*** Block opens ***
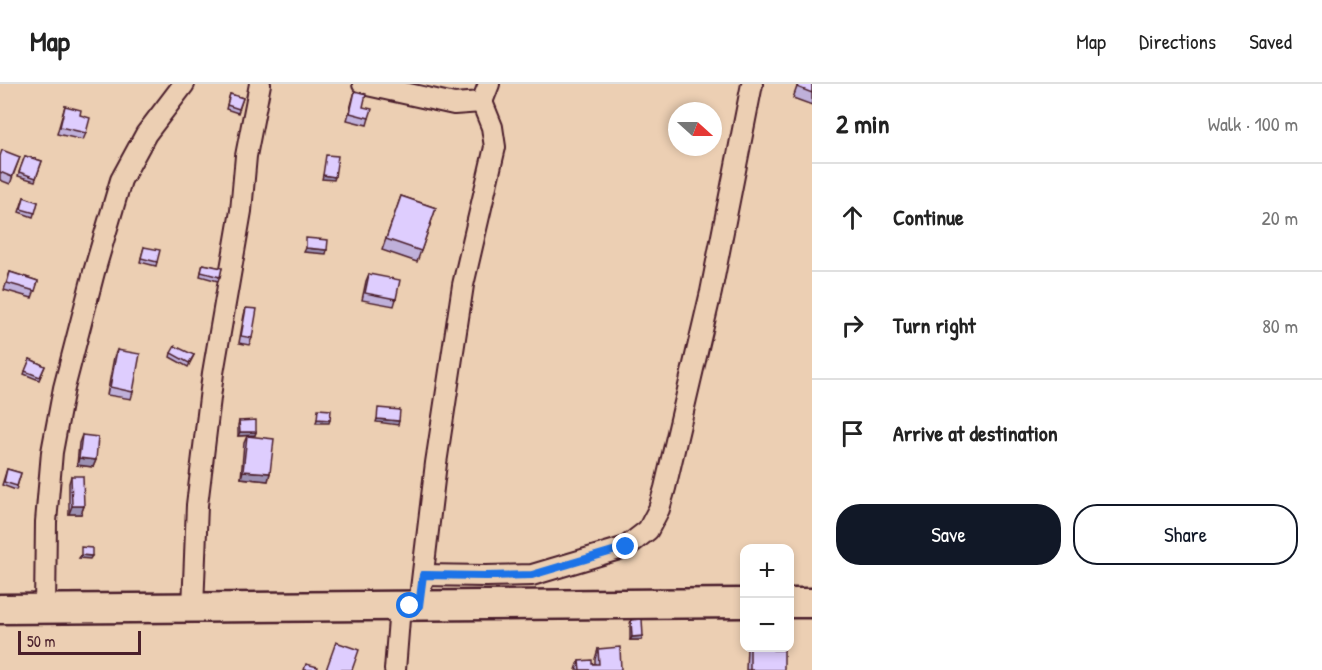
<!DOCTYPE html>
<html lang="en">
<head>
<meta charset="utf-8">
<style>
	body { margin:0; font-family:"Patrick Hand",sans-serif; background:#f6f6f6; color:#222 }
	.controls { position:absolute; right:18px; bottom:18px; display:grid; overflow:hidden; border-radius:12px; box-shadow:0 3px 9px #0003 }
	.controls button { width:54px; height:54px; display:grid; place-items:center; padding:0; border:0; border-bottom:2px solid #e0e0e0; background:#fff; color:#222; font:30px sans-serif }
	.compass { position:absolute; left:668px; top:18px; width:54px; height:54px; border-radius:50%; background:#fff; box-shadow:0 3px 9px #0003; rotate:111deg }
	.scale { position:absolute; left:18px; bottom:15px; width:123px; box-sizing:border-box; padding-left:6px; border:3px solid #4a1f2b; border-top:0; font-size:16px; line-height:21px; white-space:nowrap; color:#4a1f2b; -webkit-text-stroke:4px #eccfb3; paint-order:stroke }
	.stop { position:absolute; width:18px; height:18px; margin:-14px; border:4px solid #1a73e8; border-radius:50%; background:#fff }
	.stop.end { background:#1a73e8; border-color:#fff; box-shadow:0 2px 6px #0008 }
	.list { margin:0; padding:0; list-style:none }
	h2 { display:flex; justify-content:space-between; align-items:center; height:78px; margin:0; padding:0 24px; font-size:26px }
	h2 small { font-size:20px; font-weight:400; color:#767676 }
	.list li { display:grid; grid-template-columns:39px 1fr auto; gap:18px; align-items:center; box-sizing:border-box; height:108px; padding:0 24px; border-top:2px solid #e0e0e0 }
	.list b { display:block; font-size:22px; white-space:nowrap }
	.list em { font-size:20px; font-style:normal; color:#767676 }
	.actions { display:flex; gap:12px; padding:18px 24px }
	.actions a { flex:1; padding:14px 0; border:2px solid #111827; border-radius:24px; text-align:center; font-size:21px; color:#111827 }
	.actions .main { background:#111827; color:#fff }
	.icon { flex:none; width:33px; height:33px; fill:none; stroke:currentColor; stroke-width:2; stroke-linecap:round; stroke-linejoin:round }
	.map { position:relative; flex:none; width:812px; height:586px; overflow:hidden }
	header { display:flex; align-items:center; gap:36px; box-sizing:border-box; height:84px; padding:0 30px; background:#fff; border-bottom:2px solid #e0e0e0 }
	header strong { font-size:28px }
	nav { display:flex; gap:33px; margin-inline-start:auto; font-size:21px }
	main { display:flex }
	aside { flex:1; background:#fff }
	.map>svg:first-child { display:block }
</style>
</head>
<body>
<header>
<strong>Map</strong>
<nav><a>Map</a><a>Directions</a><a>Saved</a></nav>
</header>
<main>
<div class="map">
<svg width="812" height="586" viewBox="0 0 812 586">
	<rect width="100%" height="100%" fill="#eccfb3"/>
	<filter id="ink" filterUnits="userSpaceOnUse"><feTurbulence type="fractalNoise" baseFrequency=".0167" numOctaves="2"/><feDisplacementMap in="SourceGraphic" scale="12" xChannelSelector="R" yChannelSelector="G"/><feConvolveMatrix kernelMatrix="1 2 1 2 8 2 1 2 1" color-interpolation-filters="sRGB"/></filter>
	<g filter="url(#ink)">
		<g fill="none" stroke-linecap="round" stroke-linejoin="round">
			<defs>
				<g id="street">
					<path d="M363 0 454 20 482 18 489 0"/>
					<path d="M423 491 486 492 532 491 626 463 648 446 659 425 665 404 711 208 752 0"/>
					<path d="M419 522 436 379 463 201 495 63 492 43 482 18"/>
					<path d="M45 524 46 438 52 368 64 304 94 188 121 96 146 50 184 0"/>
					<path d="M193 524 197 421 213 289 241 127 246 72 260 0"/>
					<path d="M395 586 400 522"/>
				</g>
				<g id="secondary">
					<path d="M790 519H812"/>
					<path d="M0 525 744 519"/>
				</g>
			</defs>
			<use href="#street" stroke="#4a1f2b" stroke-width="24"/>
			<use href="#secondary" stroke="#4a1f2b" stroke-width="33"/>
			<use href="#street" stroke="#eccfb3" stroke-width="20"/>
			<use href="#secondary" stroke="#eccfb3" stroke-width="28"/>
		</g>
		<g fill="#bfb0da" stroke="#4a1f2b" stroke-width="1.5">
			<path d="M798 0H812V21L793 14Z"/>
			<path d="M355 7 369 34 367 41 347 36Z"/>
			<path d="M230 10 243 14 238 29 226 25Z"/>
			<path d="M65 22 80 31 86 49 83 56 57 50Z"/>
			<path d="M0 72 20 73 10 100 0 96Z"/>
			<path d="M25 72 42 77 35 97 18 92Z"/>
			<path d="M401 112 436 124 417 178 382 166Z"/>
			<path d="M24 113 38 118 33 133 19 128Z"/>
			<path d="M144 163 157 178 156 182 140 178Z"/>
			<path d="M203 180 222 184 218 197 200 192Z"/>
			<path d="M10 188 38 197 32 214 4 206Z"/>
			<path d="M369 190 396 215 394 222 362 216 366 197Z"/>
			<path d="M246 224 252 254 249 261 239 259 244 231Z"/>
			<path d="M117 266 133 308 131 315 107 311 114 273Z"/>
			<path d="M171 269 194 271 188 283 170 273Z"/>
			<path d="M30 275 45 282 39 296 24 290Z"/>
			<path d="M239 337 256 348 255 351 238 352V341Z"/>
			<path d="M82 351 96 376 93 383 77 381 79 359Z"/>
			<path d="M247 352 270 389 268 397 241 394 244 359Z"/>
			<path d="M7 385 21 389 16 406 2 401Z"/>
			<path d="M71 392 84 422 81 430H69V399Z"/>
			<path d="M631 536 643 552 641 556H630V540Z"/>
			<path d="M747 564H773V566L784 586H746Z"/>
			<path d="M598 565 621 586H576L579 577 595 580V575Z"/>
		</g>
		<g fill="#9b90b2" stroke="#4a1f2b" stroke-width="1.5">
			<path d="M323 91 335 93 334 96 322 95Z"/>
			<path d="M306 164 327 166 326 170 304 168Z"/>
			<path d="M317 335 330 336 329 339H316Z"/>
			<path d="M377 335 399 337 398 341 376 338Z"/>
			<path d="M240 348H256L255 351 238 352Z"/>
			<path d="M79 374 96 376 93 383 77 381Z"/>
			<path d="M243 387 270 389 268 397 241 394Z"/>
			<path d="M72 422H84L81 430H69Z"/>
			<path d="M81 471 92 472 90 475 79 474Z"/>
			<path d="M643 552 641 556H630L632 553Z"/>
		</g>
		<g fill="#decdfe" stroke="#4a1f2b" stroke-width="1.5">
			<path d="M798 0H812V9L797 3Z"/>
			<path d="M355 7 366 10 363 23 372 25 369 34 350 29Z"/>
			<path d="M230 10 243 14 239 25 227 21Z"/>
			<path d="M65 22 81 26 80 31 90 34 86 49 60 43Z"/>
			<path d="M2 66 20 73 12 93 0 88V72Z"/>
			<path d="M326 71 338 72 335 93 323 91Z"/>
			<path d="M25 72 42 77 36 94 19 88Z"/>
			<path d="M401 112 436 124 421 167 386 155Z"/>
			<path d="M24 113 38 118 35 129 21 125Z"/>
			<path d="M306 154 328 156 327 166 306 164Z"/>
			<path d="M144 163 160 166 157 178 141 174Z"/>
			<path d="M203 180 222 184 220 193 201 188Z"/>
			<path d="M10 188 38 197 35 207 7 199Z"/>
			<path d="M369 190 400 196 396 215 365 209Z"/>
			<path d="M246 224 257 225 252 254 241 252Z"/>
			<path d="M175 262 194 271 189 279 171 269Z"/>
			<path d="M117 266 140 270 133 308 110 303Z"/>
			<path d="M30 275 45 282 40 293 25 287Z"/>
			<path d="M378 324 400 326 399 337 377 335Z"/>
			<path d="M318 325 331 326 330 336 317 335Z"/>
			<path d="M256 336V348H240L239 337Z"/>
			<path d="M82 351 98 353 96 376 79 374Z"/>
			<path d="M247 352 274 355 270 389 243 387Z"/>
			<path d="M7 385 21 389 17 402 4 398Z"/>
			<path d="M71 392H83L84 422H72Z"/>
			<path d="M81 463 92 464V472L81 471Z"/>
			<path d="M642 535 643 552 632 553 631 536Z"/>
			<path d="M336 558 359 566 352 586H326Z"/>
			<path d="M620 563 621 586H580L579 577 592 576V580H599L598 565Z"/>
			<path d="M750 564H773V566H784V586H750Z"/>
			<path d="M306 580 318 583 317 586H304Z"/>
		</g>
	</g>
	<g fill="none" stroke-linecap="round" stroke-linejoin="round" filter="url(#ink)">
		<path stroke="#1a73e8" stroke-width="8" d="M410 522H419L423 491 486 492 532 491 626 463"/>
	</g>
</svg>
<div class="controls">
<button>+</button>
<button>−</button>
</div>
<svg class="compass" viewBox="-18 -18 36 36"><path d="M0-13l5 13h-10z" fill="#e53935"/><path d="M0 13l5-13h-10z" fill="#767676"/></svg>
<div class="scale">50 m</div>
<div class="stop" style="left:410px;top:522px"></div>
<div class="stop end" style="left:626px;top:463px"></div>
</div>
<aside>
<h2>2 min<small>Walk · 100 m</small></h2>
<ul class="list">
<li><svg class="icon" aria-label="ahead" viewBox="0 0 24 24"><path d="M12 20V5M6 11l6-6 6 6"/></svg><div><b>Continue</b></div><em>20 m</em></li>
<li><svg class="icon" aria-label="right" viewBox="0 0 24 24"><path d="M7 20v-9h11M14 6l5 5-5 5"/></svg><div><b>Turn right</b></div><em>80 m</em></li>
<li><svg class="icon" aria-label="arrive" viewBox="0 0 24 24"><path d="M6 21V4h12l-3 4 3 4H6"/></svg><div><b>Arrive at destination</b></div></li>
</ul>
<div class="actions"><a class="main">Save</a><a>Share</a></div>
</aside>
</main>
</body>
</html>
*** Block closes ***
In the material above, find each line containing the word "compass" and copy it.

	.compass { position:absolute; left:668px; top:18px; width:54px; height:54px; border-radius:50%; background:#fff; box-shadow:0 3px 9px #0003; rotate:111deg }
<svg class="compass" viewBox="-18 -18 36 36"><path d="M0-13l5 13h-10z" fill="#e53935"/><path d="M0 13l5-13h-10z" fill="#767676"/></svg>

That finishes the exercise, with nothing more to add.